Mit Urteil vom 17.9.1998 hat das BAG mit seiner bis dahin ständigen Rechtsprechung zur Mankohaftung gebrochen.[1] An diese Entscheidung knüpft eine weitere Entscheidung vom 2.12.1999 an, mit der die eingeleitete Wende bestätigt und fortgeführt wird.[2]

Die Änderungen betreffen sowohl die ggf. ausdrücklich im Arbeitsvertrag vereinbarte sog. "Mankoabrede" als auch die daneben in Betracht kommenden gesetzlichen Haftungsgrundlagen, die gemeinhin unter dem Stichwort "Mankohaftung" zusammengefasst werden:

Zunächst trennt das BAG strikt zwischen 2 Anspruchsgrundlagen und ihren jeweiligen Voraussetzungen:

 

1.

Für eine Haftung aus §§ 280, 282 BGB a. F. wegen zu vertretender Unmöglichkeit der Herausgabe stellt das BAG klar: Auszugehen sei von der Überlegung, dass der Arbeitnehmer grundsätzlich nur die Leistung der versprochenen Dienste und nicht den Erfolg der Leistung schulde, der Arbeitgeber also das Risiko der Schlechtleistung trage. Zwar könne in den Ausnahmefällen, in denen der Arbeitnehmer nach den Grundsätzen der Verwahrung oder des Auftrags zu behandeln ist, etwas anderes gelten. In diesem Fall schulde der Arbeitnehmer unmittelbar die Herausgabe des Erlangten.[3]

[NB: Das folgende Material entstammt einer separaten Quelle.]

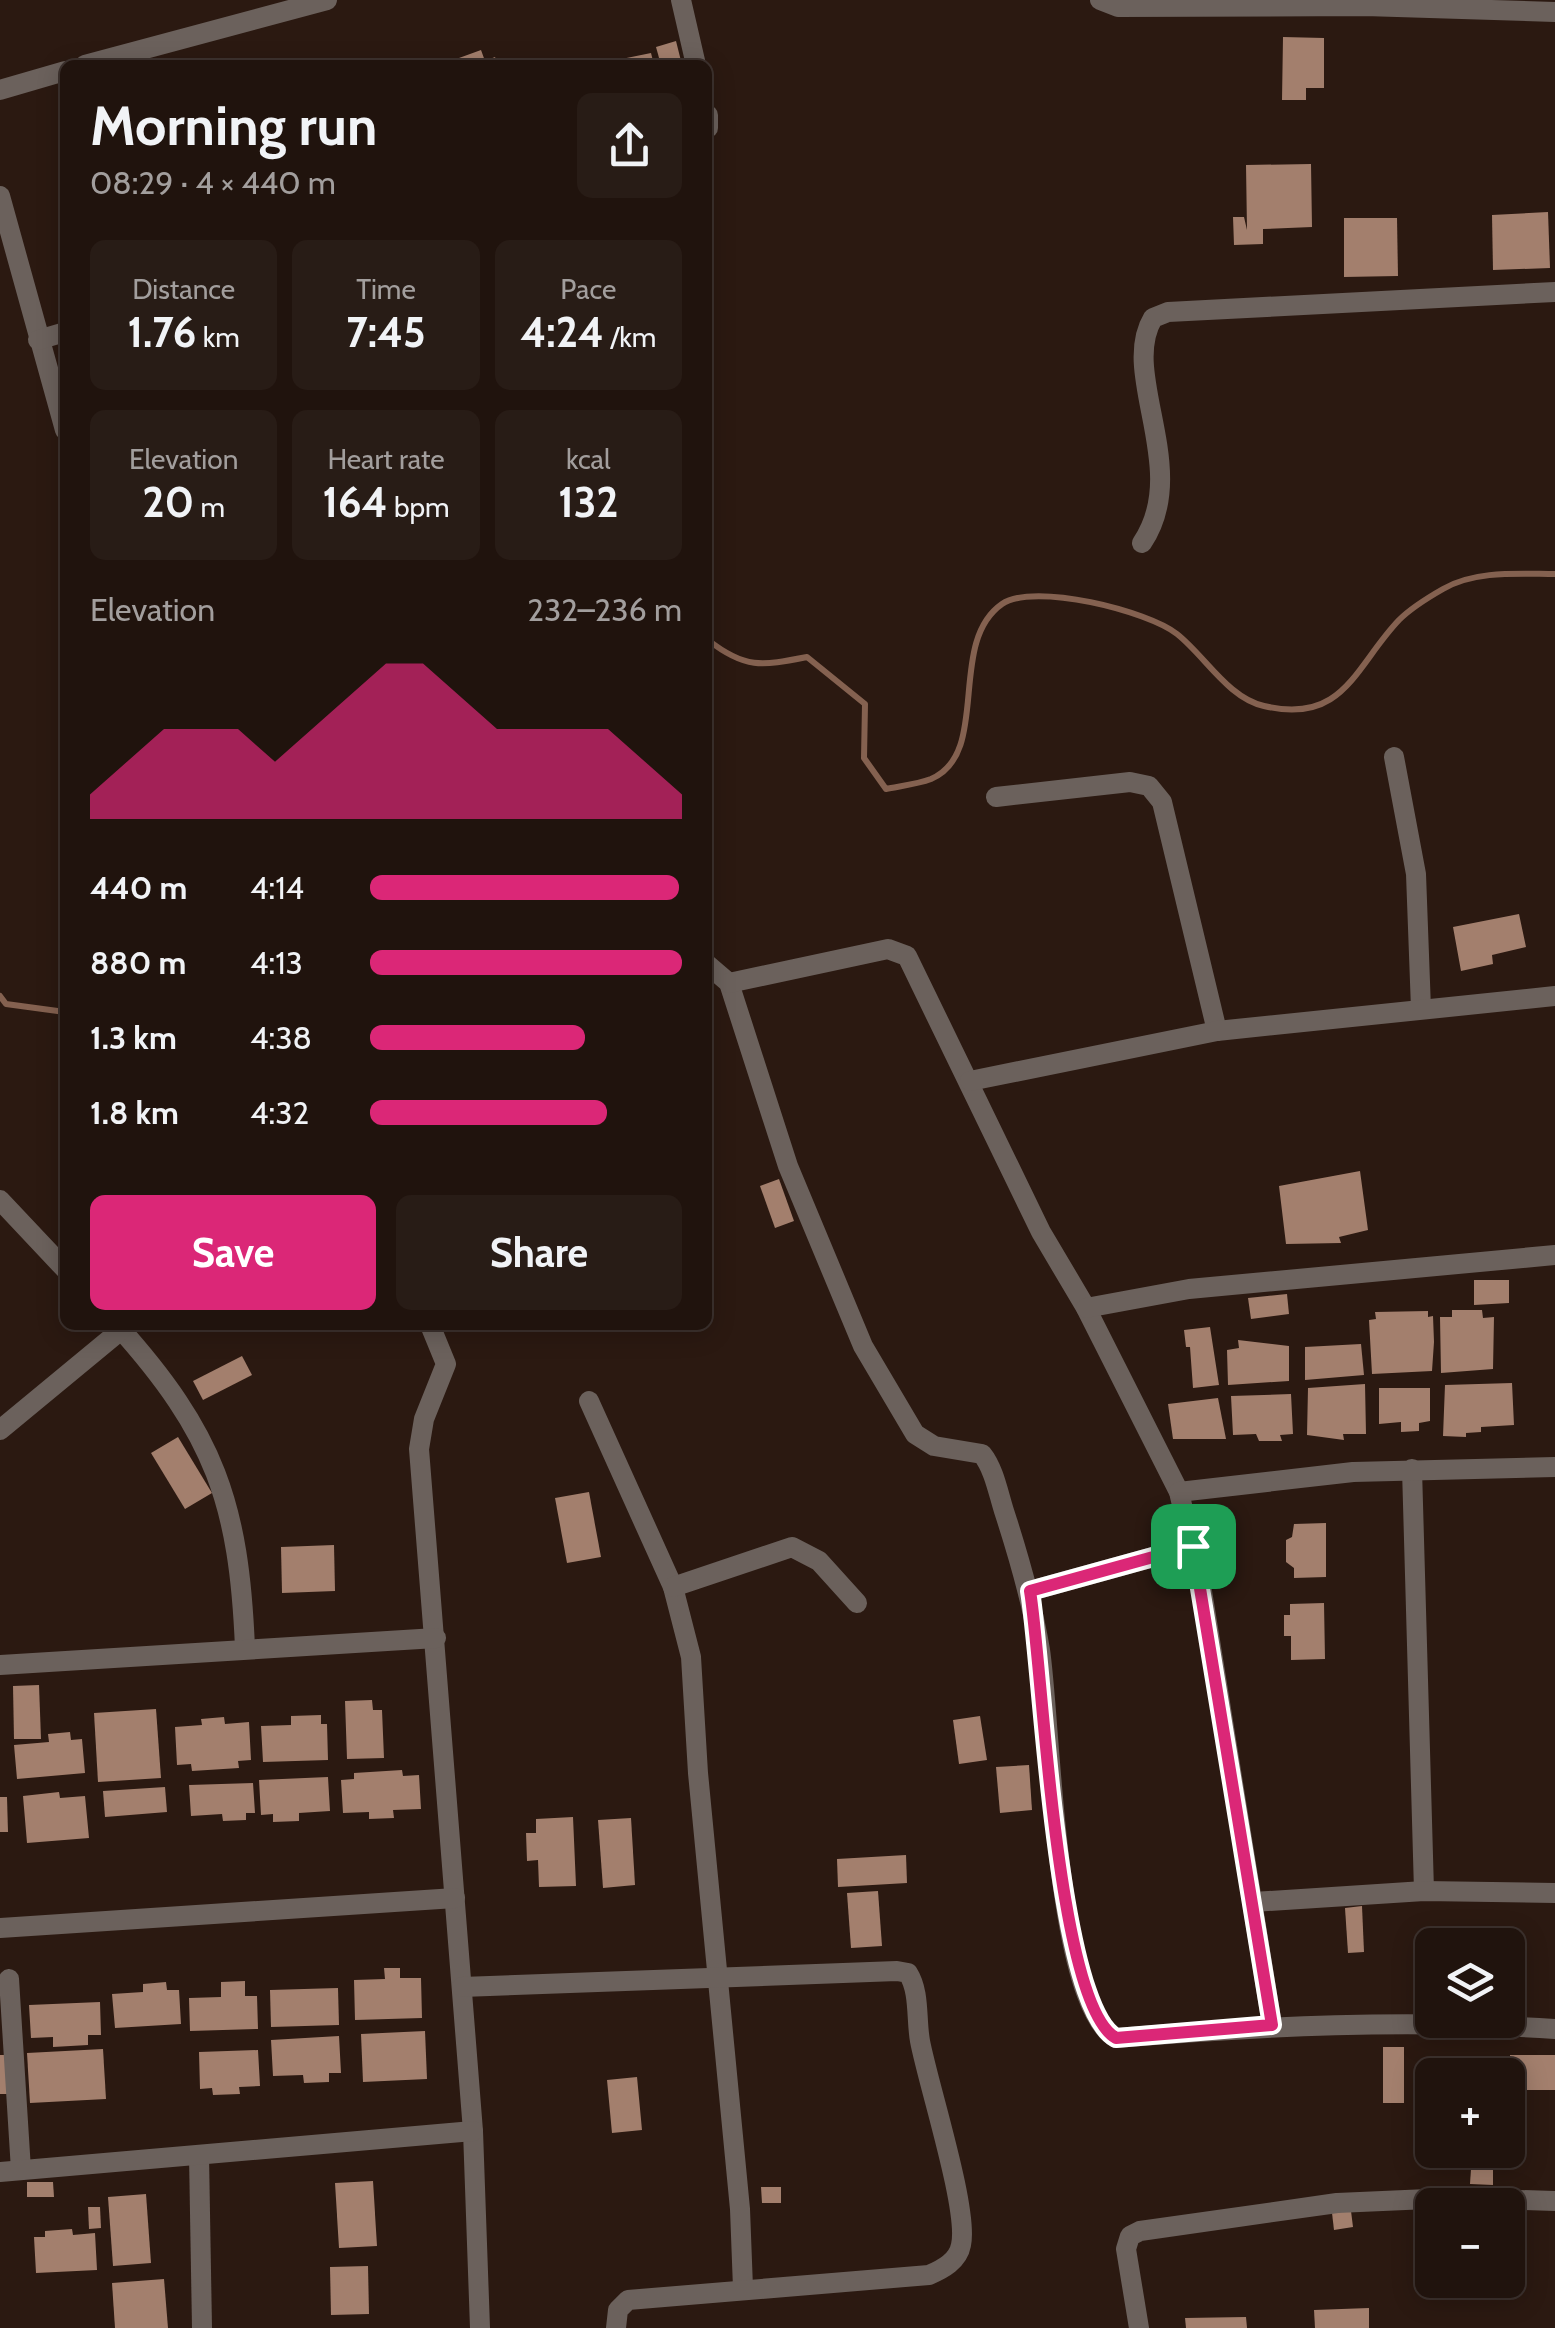 <!DOCTYPE html>
<meta charset="utf-8">
<style>
:root{--surface:#20130d;--page:#281c16;--text:#f1f3f6;--muted:#a29e9d;--line:#3d322e;--accent:#db2777}
body{margin:0;font-family:Cabin,sans-serif;background:var(--page);color:var(--text);height:100vh;display:flex;flex-direction:column;font-size:38px;white-space:nowrap}
*{box-sizing:border-box;margin:0}
p{font-size:32px;color:var(--muted)}
.icon{flex:none;width:55px;height:55px;fill:none;stroke:currentColor;stroke-width:2;stroke-linecap:round;stroke-linejoin:round}
.map{position:relative;flex:1;overflow:hidden}
.details{position:absolute;left:60px;top:60px;width:652px;height:1270px;display:flex;flex-direction:column;background:var(--surface);border-radius:15px;box-shadow:0 5px 25px #0003,0 0 0 2px var(--line)}
.details>*{flex:none}
.controls{position:absolute;left:1415px;top:1928px;display:grid;gap:20px}
.controls a{display:grid;place-items:center;width:110px;height:110px;border-radius:15px;background:var(--surface);box-shadow:0 5px 25px #0003,0 0 0 2px var(--line);font-size:50px}
.pin{position:absolute;display:grid;place-items:center;width:85px;height:85px;color:#fff;margin:-42px;border-radius:20px;box-shadow:0 5px 15px #0006}
.round{display:grid;place-items:center;flex:none;width:105px;height:105px;border-radius:15px;background:var(--page)}
.overview{display:flex;align-items:center;justify-content:space-between;height:170px;padding:0 30px}
h1{font-size:55px;font-weight:700;line-height:75px}
.metrics{display:grid;grid-template-columns:repeat(3,1fr);gap:15px;height:170px;padding:10px 30px}
.metrics div{display:grid;align-content:center;border-radius:15px;background:var(--page);text-align:center}
.metrics b{font-size:42px;font-weight:700}
.metrics small{font-size:28px;font-weight:400}
.metrics p{font-size:28px}
.chart{height:280px;padding:20px 30px}
.chart p{display:flex;justify-content:space-between}
.chart svg{width:100%;height:180px;margin-top:10px;fill:var(--accent);opacity:.7}
.primary-button{display:flex;gap:20px;margin-top:auto;padding:20px 30px}
.primary-button a{flex:1;height:115px;border-radius:15px;background:var(--accent);color:#fff;font-size:40px;font-weight:700;line-height:115px;text-align:center}
.primary-button a+a{background:var(--page);color:var(--text)}
ul{padding:0 30px;list-style:none;font-size:32px}
li{display:grid;grid-template-columns:160px 120px 1fr;align-items:center;height:75px}
li i{height:25px;border-radius:12px;background:var(--accent)}
.map>svg:first-child{display:block}
.lines{fill:none;stroke-linecap:round;stroke-linejoin:round}
.stream{stroke:#846150;stroke-width:6}
.building{fill:#a37f6d}
.minor{stroke:#6b615c;stroke-width:20}
.route-casing{stroke:#fff;stroke-width:20}
.route{stroke:#db2777;stroke-width:12}
</style>
<div class="map">
<svg width="1555" height="2328" viewBox="0 0 1555 2328">
<rect width="100%" height="100%" fill="#2b1911"/>
<g class="lines">
<g class="stream">
<path d="M708,640c37,29 53,26 99,17l58,47 -1,54 22,31c15,-3 32,-5 45,-10 61,-26 15,-136 71,-175 32,-22 146,7 175,30 28,22 51,64 87,72 80,19 91,-40 135,-86 12,-12 30,-23 44,-31 32,-19 77,-15 112,-15"/>
<polyline points="0,996 6,1004 65,1012"/>
</g>
</g>
<g class="building">
<polygon points="1283,37 1324,38 1324,88 1306,88 1306,100 1282,100"/>
<polygon points="676,41 682,65 661,65 656,47"/>
<polygon points="481,50 485,61 495,57 498,65 452,65 460,62 459,58"/>
<polygon points="651,53 654,65 602,65 602,63"/>
<polygon points="1311,164 1312,227 1263,229 1263,244 1234,245 1233,217 1244,217 1247,230 1246,165"/>
<polygon points="1548,212 1550,268 1493,270 1492,215"/>
<polygon points="1344,218 1397,218 1398,276 1344,277"/>
<polygon points="1519,914 1526,947 1492,955 1493,964 1461,971 1453,927"/>
<polygon points="1360,1171 1368,1230 1339,1237 1341,1243 1286,1244 1279,1186"/>
<polygon points="779,1179 794,1221 775,1228 760,1186"/>
<polygon points="1474,1280 1509,1280 1509,1303 1474,1305"/>
<polygon points="1287,1294 1289,1314 1251,1319 1248,1298"/>
<polygon points="1452,1310 1482,1310 1483,1318 1494,1317 1493,1369 1441,1373 1440,1317 1452,1317"/>
<polygon points="1428,1311 1428,1317 1433,1316 1434,1342 1432,1371 1372,1374 1369,1320 1376,1319 1375,1312"/>
<polygon points="1210,1327 1219,1385 1193,1388 1190,1347 1186,1347 1184,1330"/>
<polygon points="1238,1340 1289,1346 1289,1381 1228,1385 1227,1350 1239,1348"/>
<polygon points="1361,1344 1364,1375 1305,1380 1305,1347"/>
<polygon points="242,1356 252,1375 203,1400 193,1381"/>
<polygon points="1512,1383 1514,1425 1481,1427 1481,1432 1466,1433 1466,1437 1443,1436 1445,1385"/>
<polygon points="1365,1384 1366,1434 1343,1434 1344,1440 1307,1435 1308,1388"/>
<polygon points="1379,1388 1430,1388 1430,1421 1419,1423 1419,1431 1401,1432 1401,1422 1379,1424"/>
<polygon points="1291,1394 1293,1434 1280,1435 1282,1441 1259,1441 1256,1434 1233,1435 1231,1396"/>
<polygon points="1218,1398 1226,1439 1173,1439 1168,1404"/>
<polygon points="178,1437 212,1493 185,1509 151,1453"/>
<polygon points="589,1492 601,1557 567,1563 555,1498"/>
<polygon points="1326,1523 1326,1577 1294,1578 1294,1568 1286,1562 1286,1540 1292,1537 1294,1524"/>
<polygon points="334,1545 335,1591 282,1593 281,1547"/>
<polygon points="1324,1603 1325,1659 1291,1660 1291,1636 1284,1636 1284,1615 1290,1615 1290,1604"/>
<polygon points="39,1685 41,1739 14,1739 13,1686"/>
<polygon points="372,1700 373,1710 382,1710 384,1758 347,1759 345,1701"/>
<polygon points="156,1709 161,1778 98,1782 94,1713"/>
<polygon points="321,1715 321,1724 327,1724 328,1760 263,1762 261,1726 291,1725 291,1716"/>
<polygon points="980,1716 987,1760 959,1764 953,1720"/>
<polygon points="224,1717 225,1724 249,1722 251,1760 238,1761 239,1768 192,1771 191,1764 177,1765 175,1727 202,1725 201,1719"/>
<polygon points="70,1732 71,1740 82,1739 85,1773 17,1779 14,1745 49,1742 48,1734"/>
<polygon points="1029,1765 1032,1810 1000,1813 996,1767"/>
<polygon points="402,1770 403,1776 419,1775 421,1809 393,1810 394,1818 369,1819 369,1812 343,1813 341,1780 354,1779 354,1773"/>
<polygon points="328,1777 330,1811 299,1813 299,1821 273,1822 273,1814 261,1815 259,1780"/>
<polygon points="253,1783 255,1813 246,1813 246,1820 223,1821 222,1814 191,1816 189,1785"/>
<polygon points="165,1787 167,1812 105,1817 103,1791"/>
<polygon points="59,1792 60,1798 85,1796 89,1838 27,1843 23,1796"/>
<polygon points="0,1797 7,1797 8,1832 0,1832"/>
<polygon points="573,1817 576,1886 539,1887 538,1860 527,1861 526,1833 536,1833 536,1819"/>
<polygon points="631,1818 635,1885 603,1888 598,1820"/>
<polygon points="906,1855 907,1883 838,1887 837,1859"/>
<polygon points="878,1891 882,1946 851,1948 847,1893"/>
<polygon points="1362,1906 1364,1952 1348,1953 1345,1908"/>
<polygon points="384,1968 400,1968 400,1978 421,1978 422,2018 355,2020 354,1980 385,1979"/>
<polygon points="245,1981 245,1996 257,1996 258,2029 190,2031 189,1998 221,1997 221,1982"/>
<polygon points="166,1982 167,1990 179,1990 181,2024 115,2028 112,1994 143,1992 143,1984"/>
<polygon points="338,1988 339,2025 271,2027 270,1990"/>
<polygon points="100,2002 101,2035 88,2035 88,2045 53,2047 53,2037 31,2038 29,2005"/>
<polygon points="425,2031 427,2079 363,2082 361,2034"/>
<polygon points="339,2036 341,2073 329,2073 329,2082 304,2083 303,2075 273,2076 271,2040"/>
<rect x="1383" y="2047" width="21" height="56"/>
<polygon points="103,2049 106,2099 30,2103 27,2053"/>
<polygon points="258,2050 260,2086 239,2087 240,2094 213,2095 212,2088 200,2089 199,2052"/>
<polygon points="0,2055 5,2055 7,2094 0,2094"/>
<rect x="1510" y="2055" width="45" height="35"/>
<polygon points="637,2077 642,2130 612,2133 607,2080"/>
<polygon points="1471,2169 1493,2170 1493,2185 1470,2184"/>
<polygon points="373,2181 377,2246 339,2248 335,2183"/>
<polygon points="27,2182 53,2182 54,2197 27,2197"/>
<polygon points="761,2187 781,2187 781,2203 762,2203"/>
<polygon points="146,2194 151,2263 113,2266 108,2197"/>
<polygon points="88,2207 100,2207 101,2228 89,2229"/>
<polygon points="1351,2211 1353,2227 1334,2230 1332,2213"/>
<polygon points="72,2229 73,2235 95,2233 97,2270 36,2273 34,2237 45,2237 45,2231"/>
<polygon points="368,2266 369,2314 331,2315 330,2267"/>
<polygon points="164,2279 168,2328 115,2328 112,2283"/>
<polygon points="1369,2308 1369,2328 1315,2328 1314,2310"/>
<polygon points="1246,2317 1247,2328 1186,2328 1185,2318"/>
</g>
<g class="lines">
<g class="minor">
<polyline points="681,0 696,65"/>
<polyline points="1100,0 1118,7 1365,6 1555,12"/>
<polyline points="85,65 327,0"/>
<polyline points="0,90 65,71"/>
<polyline points="708,115 708,128"/>
<polyline points="0,196 65,430"/>
<polyline points="38,340 65,332"/>
<path d="M1142,543c50,-74 -23,-169 11,-225l15,-6 387,-20"/>
<polyline points="1394,757 1416,874 1421,1009"/>
<polyline points="996,797 1130,782 1149,786 1162,802 1217,1031"/>
<path d="M708,965l21,18 59,183 75,180 52,88 19,12 48,8c12,15 16,38 22,57 15,46 28,91 36,139 11,73 15,354 76,388 147,-12 291,-19 439,-9"/>
<polyline points="729,983 888,949 907,956 1041,1232 1086,1308 1179,1492 1202,1591 1272,2025"/>
<polyline points="970,1081 1217,1031 1555,996"/>
<polyline points="0,1200 65,1269"/>
<polyline points="1086,1308 1189,1289 1555,1255"/>
<path d="M117,1325c98,109 122,178 128,323"/>
<polyline points="430,1325 446,1364 424,1419 419,1449 473,2131 480,2328"/>
<polyline points="589,1401 673,1587 691,1657 698,1773 740,2209 743,2288"/>
<polyline points="0,1430 121,1330"/>
<polyline points="1412,1469 1424,1891"/>
<polyline points="1179,1492 1353,1472 1555,1467"/>
<polyline points="673,1587 792,1547 819,1561 857,1603"/>
<polyline points="1030,1591 1193,1546"/>
<polyline points="0,1665 436,1638"/>
<polyline points="1253,1902 1424,1891 1555,1893"/>
<polyline points="0,1928 455,1898"/>
<polyline points="9,1979 21,2170"/>
<path d="M462,1987l435,-16 11,2c12,19 8,46 12,68 8,43 49,169 41,204 -3,16 -18,24 -32,30l-301,25 -10,10 -2,18"/>
<polyline points="199,2155 202,2328"/>
<polyline points="0,2172 473,2131"/>
<polyline points="1139,2328 1126,2249 1130,2236 1140,2231 1337,2203 1451,2198 1555,2201"/>
</g>
</g>
<g class="lines">
<g class="route-casing">
<path id="route" d="M1193,1546l79,479 -156,13c-60,-33 -73,-369 -86,-447z"/>
</g>
<use href="#route" class="route"/>
</g>
</svg>
<div class="controls">
<a><svg class="icon" aria-label="layers" viewBox="0 0 24 24"><path d="M12 4l9 5-9 5-9-5zM3 14l9 5 9-5"/></svg></a>
<a>+</a>
<a>−</a>
</div>
<div class="pin" style="left:1193px;top:1546px;background:#1e9e55"><svg class="icon" aria-label="arrive" viewBox="0 0 24 24"><path d="M6 21V4h12l-3 4 3 4H6"/></svg></div>
<section class="details">
<div class="overview"><div><h1>Morning run</h1><p>08:29 · 4 × 440 m</p></div><a class="round"><svg class="icon" aria-label="share" viewBox="0 0 24 24"><path d="M12 15V3M7 8l5-5 5 5M5 13v7h14v-7"/></svg></a></div>
<div class="metrics">
<div><p>Distance</p><b>1.76<small> km</small></b></div>
<div><p>Time</p><b>7:45</b></div>
<div><p>Pace</p><b>4:24<small> /km</small></b></div>
</div>
<div class="metrics">
<div><p>Elevation</p><b>20<small> m</small></b></div>
<div><p>Heart rate</p><b>164<small> bpm</small></b></div>
<div><p>kcal</p><b>132</b></div>
</div>
<div class="chart"><p><span>Elevation</span>232–236 m</p>
<svg viewBox="0 0 160 44" preserveAspectRatio="none"><path d="M0 44V38L10 30L20 22L30 22L40 22L50 30L60 22L70 14L80 6L90 6L100 14L110 22L120 22L130 22L140 22L150 30L160 38V44z"/></svg>
</div>
<ul>
<li><b>440 m</b>4:14<i style="width:99%"></i></li>
<li><b>880 m</b>4:13<i style="width:100%"></i></li>
<li><b>1.3 km</b>4:38<i style="width:69%"></i></li>
<li><b>1.8 km</b>4:32<i style="width:76%"></i></li>
</ul>
<div class="primary-button"><a>Save</a><a>Share</a></div>
</section>
</div>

Das BAG betont dann aber, dieser Fall sei nur dann anzunehmen, "wenn der Arbeitgeber eine Tatsachenlage geschaffen habe, nach der er nicht mehr Besitzer der Sache ist". Nach der ausdrücklichen gesetzlichen Wertung des § 855 BGB ist der Arbeitnehmer in der Regel gerade nicht Besitzer der ihm zur Erfüllung seiner Arbeitsleistung überlassenen Sachen, sondern nur Besitzdiener für den Arbeitgeber, sodass also der Arbeitgeber im Besitz der Sache bleibt. Es bedarf also der Darlegung einer Tatsachenlage, die von den typischen Konstellationen des Arbeitslebens derart abweicht, dass es gerechtfertigt ist, entgegen der Vermutung des § 855 BGB den Arbeitnehmer doch als unmittelbaren Besitzer anzusehen. Hierbei geht das BAG davon aus, dass ein unmittelbarer Besitz des Arbeitnehmers zumindest den alleinigen Zugang zu der Sache und deren selbstständige Verwaltung voraussetze. Dazu gehöre, dass der Arbeitnehmer wirtschaftliche Überlegungen anzustellen und Entscheidungen über die Verwendung der Sache zu treffen habe. Allein unter diesen Voraussetzungen habe der Arbeitnehmer einen eigenständigen Spielraum, der es rechtfertige, ihm die Verantwortung für die Herausgabe der verwalteten Sache aufzuerlegen.[4]

 
Praxis-Beispiel

Wirtschaftliche Tätigkeit des Arbeitnehmers

Aus Sicht des BAG könnte der Arbeitnehmer in diesem Sinne wirtschaftlich tätig werden, wenn seine Tätigkeit von kaufmännischen Aufgaben geprägt ist; z. B. weil ihm eigene Vertriebsbemühungen obliegen oder er Preise – über deren bloße Berechnung hinaus – auch selbstständig kalkulieren muss.[5]

 

2.

Bei der Haftung des Arbeitnehmers wegen Verletzung von Aufsichts- und/oder Obhutspflichten bestehen keine Darlegungs- und Beweiserleichterungen für den Arbeitgeber.

Zwar haftet der Arbeitnehmer nach diesen auch im Arbeitsverhältnis geltenden Regeln für Schäden aus der Verletzung vertraglicher (Neben-)Pflichten, die er zu vertreten hat. Die Haftung ist jedoch durch die Grundsätze über die Beschränkung der Arbeitnehmerhaftung nach dem Modell des innerbetrieblichen Schadensausgleichs gemindert. Nach der ausdrücklichen Anordnung des § 619a BGB muss der Arbeitgeber dem Arbeitnehmer Pflichtverletzungen stets voll nachweisen.

 

Fazit: Mankohaftung nur eingeschränkt anwendbar

Angesichts vieler Verschärfungen der Rechtsprechung seit 1998 ist von der Mankohaftung im früheren Sinne nicht viel übrig geblieben. Rechtssichere Möglichkeiten für den Arbeitgeber, vorab die Haftung für Schäden auf den Arbeitnehmer abzuwälzen, sind kaum noch möglich.